On the other hand, God seems to, again, bless this line of behavior.  God stops Abimelech from going near Sarah, and instructs Abimelech to have Abraham pray for him so that he will be healed.  Really?  If this was something involving lying, why does God seem to support it, defend it, and even participate in it?  Abimelech gives Abraham a bunch of stuff to make it right between them, and Abraham does pray for Abimelech.  It’s truly strange.

So, what does this mean for me?  I see a few things for my own use.  First off, I learn that I don’t have as many answers to Scripture and, therefore, the character of my Master as I would like.  This passage challenges me to trust that the things in Scripture I do understand are still true, and that, in this instance, I’m just not getting the whole story.  I just have to trust that, because this looks suspiciously like the Master of all matter and some Mesopotamian nomad are scamming the Canaanite locals (Abraham claims this is just what he does, everywhere).  I just find that hard to believe.  Maybe it’s a cultural thing I don’t understand or something.  Anyway, I need to continue to swing from the belief that my Master is the definition of Good, Pure, Righteous, and Holy.
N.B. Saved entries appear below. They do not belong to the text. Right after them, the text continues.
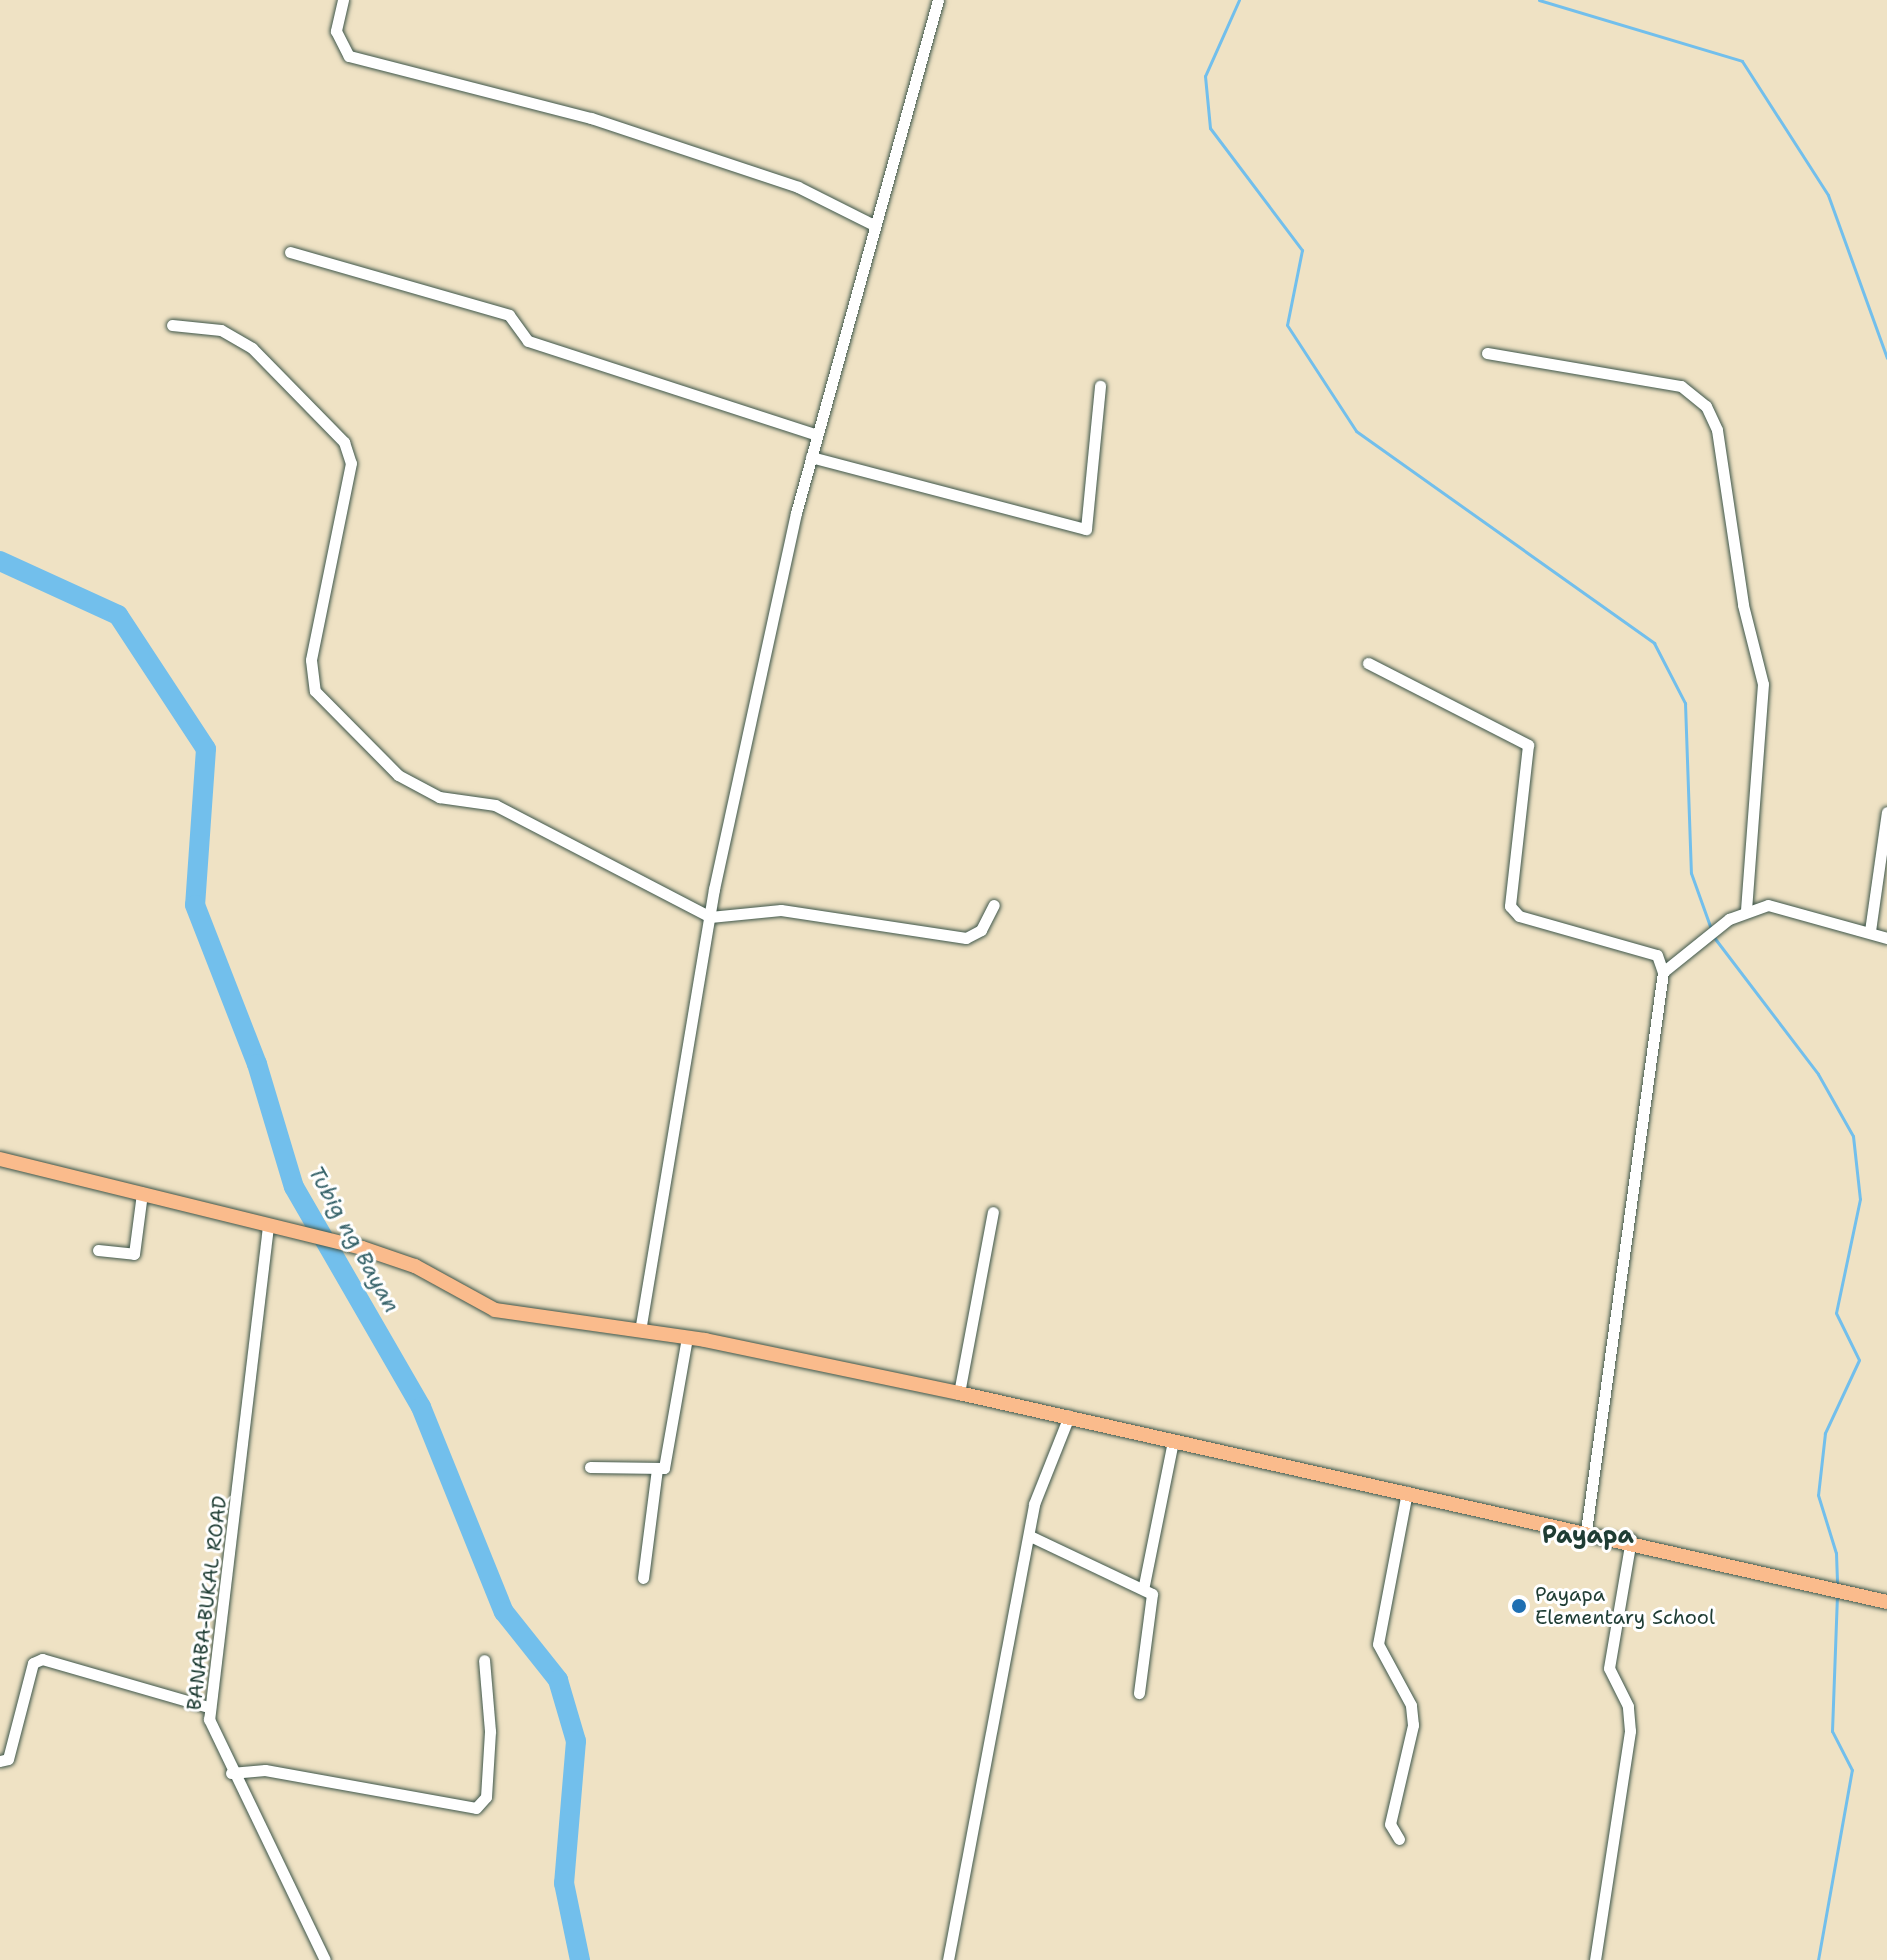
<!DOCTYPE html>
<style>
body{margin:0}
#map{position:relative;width:1887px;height:1960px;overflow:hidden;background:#efe2c4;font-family:"Shantell Sans",sans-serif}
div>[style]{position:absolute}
.stream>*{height:3px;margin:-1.5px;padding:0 1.5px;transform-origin:1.5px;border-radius:1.5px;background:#72bfec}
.river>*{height:20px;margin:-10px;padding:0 10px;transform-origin:10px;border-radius:10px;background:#72bfec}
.roads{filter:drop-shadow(0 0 2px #3e564a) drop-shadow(0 0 2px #3e564a)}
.minor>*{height:11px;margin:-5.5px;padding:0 5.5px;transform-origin:5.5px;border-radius:5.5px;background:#fff}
.major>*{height:14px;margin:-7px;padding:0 7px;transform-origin:7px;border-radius:7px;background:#fabb8c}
.dots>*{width:22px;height:22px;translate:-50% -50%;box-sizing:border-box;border:4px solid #fff;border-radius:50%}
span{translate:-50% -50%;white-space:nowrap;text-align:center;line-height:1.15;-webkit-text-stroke:6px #fff;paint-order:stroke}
.poi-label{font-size:20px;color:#1f3d34}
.left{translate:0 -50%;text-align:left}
.street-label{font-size:20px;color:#1f3d34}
.water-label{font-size:22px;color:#38646b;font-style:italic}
.quarter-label{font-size:24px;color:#1f3d34;font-weight:700}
</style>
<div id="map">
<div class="stream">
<div style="left:1239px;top:0;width:83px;rotate:114.1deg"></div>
<div style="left:1205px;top:76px;width:52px;rotate:84.5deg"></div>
<div style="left:1210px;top:128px;width:153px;rotate:53deg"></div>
<div style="left:1302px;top:250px;width:76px;rotate:101.3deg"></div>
<div style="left:1287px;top:325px;width:126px;rotate:56.9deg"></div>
<div style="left:1356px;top:431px;width:366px;rotate:35.4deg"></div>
<div style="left:1654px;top:643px;width:68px;rotate:62.7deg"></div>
<div style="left:1685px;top:703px;width:170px;rotate:88deg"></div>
<div style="left:1691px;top:873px;width:59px;rotate:70.3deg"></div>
<div style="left:1539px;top:0;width:212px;rotate:16.7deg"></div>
<div style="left:1742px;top:61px;width:159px;rotate:57.3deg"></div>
<div style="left:1828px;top:195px;width:173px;rotate:70.1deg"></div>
<div style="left:1713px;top:936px;width:173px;rotate:52.7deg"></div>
<div style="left:1818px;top:1074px;width:71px;rotate:60.6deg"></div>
<div style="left:1853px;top:1136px;width:63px;rotate:83.7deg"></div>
<div style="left:1860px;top:1199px;width:116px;rotate:101.9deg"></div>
<div style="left:1836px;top:1313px;width:52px;rotate:63.9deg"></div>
<div style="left:1859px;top:1360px;width:81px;rotate:115deg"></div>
<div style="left:1825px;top:1433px;width:62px;rotate:96.4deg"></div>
<div style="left:1818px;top:1495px;width:61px;rotate:72.8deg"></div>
<div style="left:1836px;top:1553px;width:31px;rotate:88deg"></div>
<div style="left:1818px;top:1960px;width:193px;rotate:-79.9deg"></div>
<div style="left:1852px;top:1770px;width:44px;rotate:-117.1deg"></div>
<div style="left:1832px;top:1731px;width:135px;rotate:-87.9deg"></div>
</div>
<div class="river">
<div style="left:0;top:561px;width:130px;rotate:24.6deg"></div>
<div style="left:118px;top:615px;width:160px;rotate:56.7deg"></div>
<div style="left:206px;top:749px;width:156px;rotate:94deg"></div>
<div style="left:195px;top:905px;width:171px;rotate:68.7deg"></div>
<div style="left:257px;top:1064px;width:128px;rotate:73.3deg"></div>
<div style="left:294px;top:1187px;width:254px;rotate:60deg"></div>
<div style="left:421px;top:1407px;width:221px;rotate:68deg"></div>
<div style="left:504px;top:1612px;width:87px;rotate:51.5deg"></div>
<div style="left:558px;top:1680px;width:64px;rotate:73.6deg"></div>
<div style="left:576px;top:1741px;width:143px;rotate:94.8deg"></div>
<div style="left:564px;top:1883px;width:79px;rotate:78.3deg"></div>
</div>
<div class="roads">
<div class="minor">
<div style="left:343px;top:0;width:32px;rotate:103deg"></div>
<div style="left:336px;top:31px;width:28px;rotate:63deg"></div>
<div style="left:349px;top:56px;width:250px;rotate:14.4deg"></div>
<div style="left:591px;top:118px;width:218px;rotate:18.4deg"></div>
<div style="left:798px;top:187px;width:83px;rotate:26.6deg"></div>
<div style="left:290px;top:252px;width:228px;rotate:16deg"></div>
<div style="left:509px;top:315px;width:32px;rotate:54deg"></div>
<div style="left:528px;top:341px;width:302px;rotate:18deg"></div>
<div style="left:172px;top:325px;width:49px;rotate:5.8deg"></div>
<div style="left:221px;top:330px;width:36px;rotate:30deg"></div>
<div style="left:252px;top:348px;width:132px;rotate:45.6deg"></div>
<div style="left:344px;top:442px;width:22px;rotate:72deg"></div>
<div style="left:351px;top:463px;width:201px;rotate:101.5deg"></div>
<div style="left:311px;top:660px;width:31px;rotate:83deg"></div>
<div style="left:315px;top:691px;width:118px;rotate:45.3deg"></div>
<div style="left:398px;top:775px;width:47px;rotate:28.2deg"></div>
<div style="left:439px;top:797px;width:57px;rotate:8.1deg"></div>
<div style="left:495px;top:805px;width:242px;rotate:27.5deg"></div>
<div style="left:710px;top:917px;width:71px;rotate:-5.6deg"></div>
<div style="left:781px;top:910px;width:187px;rotate:8.6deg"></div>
<div style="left:966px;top:938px;width:17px;rotate:-28deg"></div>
<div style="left:981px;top:930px;width:28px;rotate:-63deg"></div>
<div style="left:1487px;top:353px;width:197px;rotate:9.7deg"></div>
<div style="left:1681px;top:386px;width:32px;rotate:39deg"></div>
<div style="left:1706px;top:406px;width:26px;rotate:65deg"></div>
<div style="left:1717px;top:430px;width:177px;rotate:81.5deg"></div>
<div style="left:1743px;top:605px;width:81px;rotate:75.8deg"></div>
<div style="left:1763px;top:684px;width:227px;rotate:94.3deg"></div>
<div style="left:811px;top:457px;width:284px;rotate:14.7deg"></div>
<div style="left:1086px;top:529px;width:144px;rotate:-84.4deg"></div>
<div style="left:1368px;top:663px;width:180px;rotate:27.1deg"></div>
<div style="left:1528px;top:745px;width:162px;rotate:96.4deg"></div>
<div style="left:1510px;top:906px;width:13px;rotate:48deg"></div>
<div style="left:1519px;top:916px;width:143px;rotate:15.8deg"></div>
<div style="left:1657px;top:955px;width:18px;rotate:71deg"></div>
<div style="left:1663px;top:972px;width:564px;rotate:97.84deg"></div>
<div style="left:1870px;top:931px;width:120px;rotate:-81.9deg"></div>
<div style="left:1663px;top:972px;width:85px;rotate:-38.8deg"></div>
<div style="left:1729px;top:919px;width:41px;rotate:-19.7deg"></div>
<div style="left:1768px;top:905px;width:123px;rotate:15.5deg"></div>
<div style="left:268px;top:1226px;width:497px;rotate:96.8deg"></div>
<div style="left:209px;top:1719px;width:267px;rotate:64.3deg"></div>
<div style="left:98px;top:1250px;width:36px;rotate:6deg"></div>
<div style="left:134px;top:1254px;width:62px;rotate:-82.5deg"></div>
<div style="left:640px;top:1331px;width:448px;rotate:-80.5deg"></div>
<div style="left:714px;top:889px;width:385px;rotate:-77.7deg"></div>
<div style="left:796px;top:513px;width:532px;rotate:-74.53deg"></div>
<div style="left:959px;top:1393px;width:184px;rotate:-79.4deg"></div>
<div style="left:590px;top:1467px;width:74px;rotate:0.8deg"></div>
<div style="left:664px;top:1468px;width:133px;rotate:-80deg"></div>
<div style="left:1030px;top:1536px;width:135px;rotate:25.4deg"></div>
<div style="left:1152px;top:1594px;width:100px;rotate:97.5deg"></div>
<div style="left:643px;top:1578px;width:111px;rotate:-82.7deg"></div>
<div style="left:1144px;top:1585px;width:147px;rotate:-78.6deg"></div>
<div style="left:0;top:1761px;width:8px;rotate:-14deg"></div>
<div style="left:8px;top:1759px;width:99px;rotate:-75.4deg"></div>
<div style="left:33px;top:1663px;width:10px;rotate:-24deg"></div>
<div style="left:42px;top:1659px;width:173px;rotate:16.1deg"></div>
<div style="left:231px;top:1773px;width:34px;rotate:-5deg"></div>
<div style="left:265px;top:1770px;width:214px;rotate:10.2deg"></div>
<div style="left:476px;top:1808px;width:15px;rotate:-48deg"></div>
<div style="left:486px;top:1797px;width:66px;rotate:-86.5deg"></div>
<div style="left:490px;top:1731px;width:71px;rotate:-94.8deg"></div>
<div style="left:1399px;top:1839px;width:17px;rotate:-121deg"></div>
<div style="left:1390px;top:1824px;width:102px;rotate:-76.9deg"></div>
<div style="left:1413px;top:1725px;width:20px;rotate:-96deg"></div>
<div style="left:1411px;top:1705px;width:69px;rotate:-118.4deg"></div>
<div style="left:1378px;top:1644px;width:155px;rotate:-79.2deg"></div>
<div style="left:948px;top:1960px;width:464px;rotate:-79.3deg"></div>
<div style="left:1034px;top:1504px;width:95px;rotate:-68.3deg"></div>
<div style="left:1595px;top:1960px;width:232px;rotate:-81.3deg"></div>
<div style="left:1630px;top:1731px;width:25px;rotate:-95deg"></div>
<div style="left:1628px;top:1706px;width:42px;rotate:-116.6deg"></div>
<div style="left:1609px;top:1668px;width:131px;rotate:-80.3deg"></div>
</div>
<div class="major">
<div style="left:0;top:1159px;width:373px;rotate:13.8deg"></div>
<div style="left:362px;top:1248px;width:56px;rotate:18.8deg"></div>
<div style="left:415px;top:1266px;width:91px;rotate:28.8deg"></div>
<div style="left:495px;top:1310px;width:212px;rotate:8.1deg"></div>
<div style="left:705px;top:1340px;width:259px;rotate:11.8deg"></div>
<div style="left:959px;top:1393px;width:951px;rotate:12.69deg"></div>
</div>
</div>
<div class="dots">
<div style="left:1519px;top:1606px;background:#1f6fb2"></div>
</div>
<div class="poi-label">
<span class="left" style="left:1535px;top:1606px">Payapa<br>Elementary School</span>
</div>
<div class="street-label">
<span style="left:207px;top:1603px;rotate:-83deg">BANABA-BUKAL ROAD</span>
</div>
<div class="water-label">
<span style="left:354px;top:1239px;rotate:61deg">Tubig ng Bayan</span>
</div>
<div class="quarter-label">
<span style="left:1588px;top:1536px">Payapa</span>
</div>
</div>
The second thing I see in this passage is that my Master works with His people in odd ways.  If Abraham is really afraid, it’s interesting that he goes at all?  Why not stay in Hebron by the Oaks of Mamre where he spent over 10 years waiting on God to speak?  Whether it was Abraham just wanting to see the rest of the land his Master was giving his descendants or just because he needed more/different pasture land, God blesses him as he goes.  God seems to have used Abraham in Hebron with Mamre and his brothers, and here in the desert of the Negev, God seems to be using him again, this time to reach Abimelech.  And the reaching is wildly effective.  God used a lie to do it, whether it was God’s idea or just His ability to weave mistakes of His creatures into His plan, Abimelech speaks with God and is esteemed by God to be righteousness (or at least honest), or at least they talk together – which is good.

I suppose, I need to widen my understanding of how my Master works with His human creatures, what He might use them for, and stop condemning other servants for what I disagree with in their lives.  I can call them on it, but I have to leave room for God’s work in their lives.  He may be using what looks disagreeable to me for His wider, greater purpose.

So to sum up, I’m not as smart as I want to be about my Master, I’m not as wise as I want to be about Scripture, and I’m not as insightful as I want to be about my fellow followers of Jesus.  Well, okay then.  I suppose I have a lot of growing to do…I better get after it.